Task brief: All of the listing, from first line to last, should be output exactly; the pictures stay out.

Data section:
________________________________________
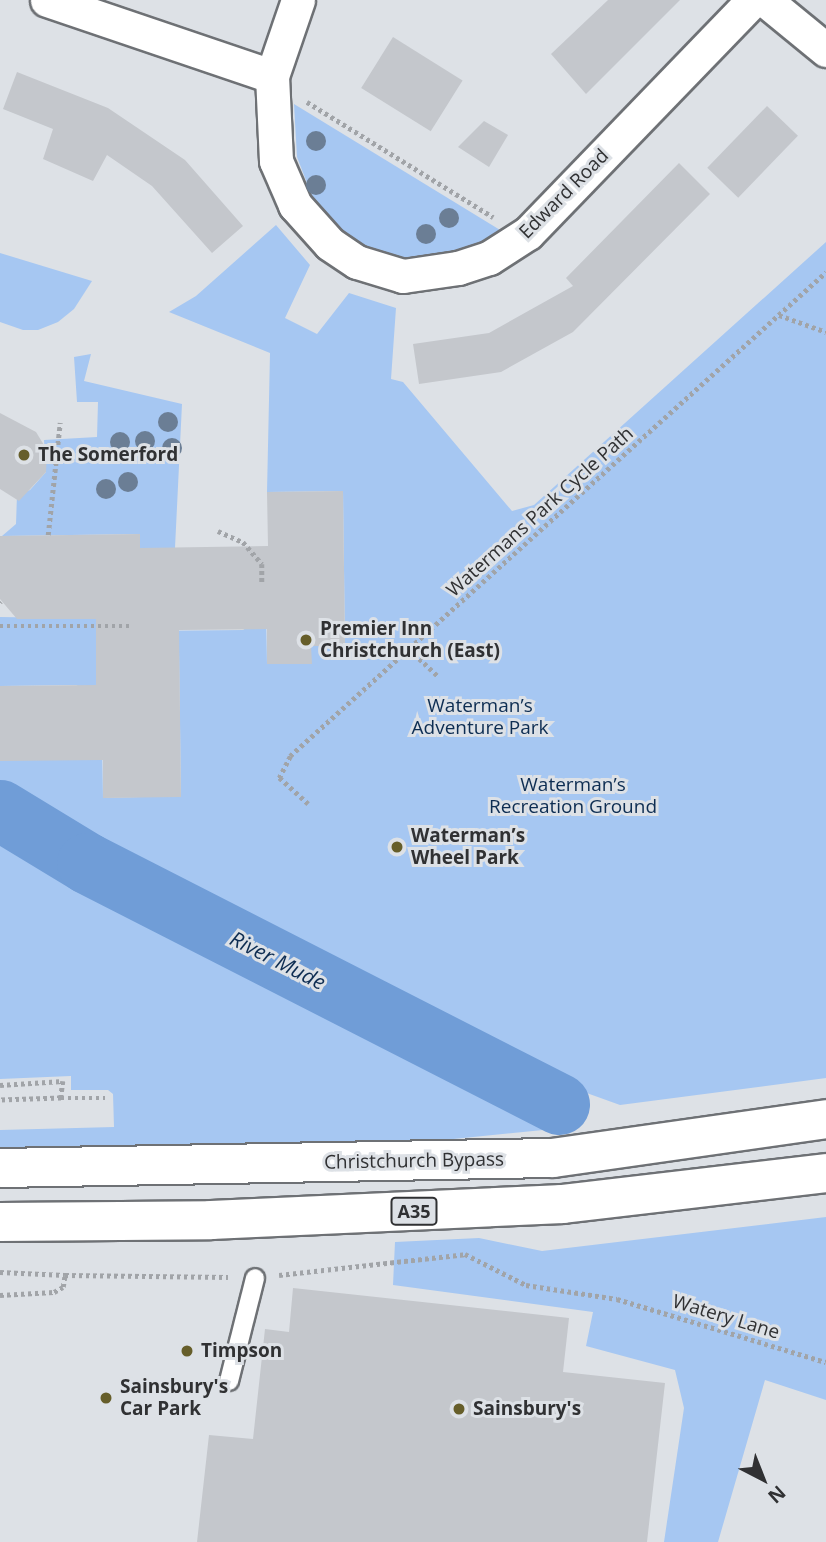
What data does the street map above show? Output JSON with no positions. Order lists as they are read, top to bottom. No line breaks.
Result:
{"streets":{"main road":["Christchurch Bypass","A35"],"street":["Edward Road"],"path":["Watermans Park Cycle Path","Watery Lane"]},"water":["River Mude"],"parks":["Waterman’s Adventure Park","Waterman’s Recreation Ground"],"places":["The Somerford","Premier Inn Christchurch (East)","Waterman’s Wheel Park","Timpson","Sainsbury's Car Park","Sainsbury's"],"north":"bottom right"}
________________________________________
Written answer:
What data does the street map above show? Output JSON with no positions. Order lists as they are read, top to bottom. No line breaks.
Result:
{"streets":{"main road":["Christchurch Bypass","A35"],"street":["Edward Road"],"path":["Watermans Park Cycle Path","Watery Lane"]},"water":["River Mude"],"parks":["Waterman’s Adventure Park","Waterman’s Recreation Ground"],"places":["The Somerford","Premier Inn Christchurch (East)","Waterman’s Wheel Park","Timpson","Sainsbury's Car Park","Sainsbury's"],"north":"bottom right"}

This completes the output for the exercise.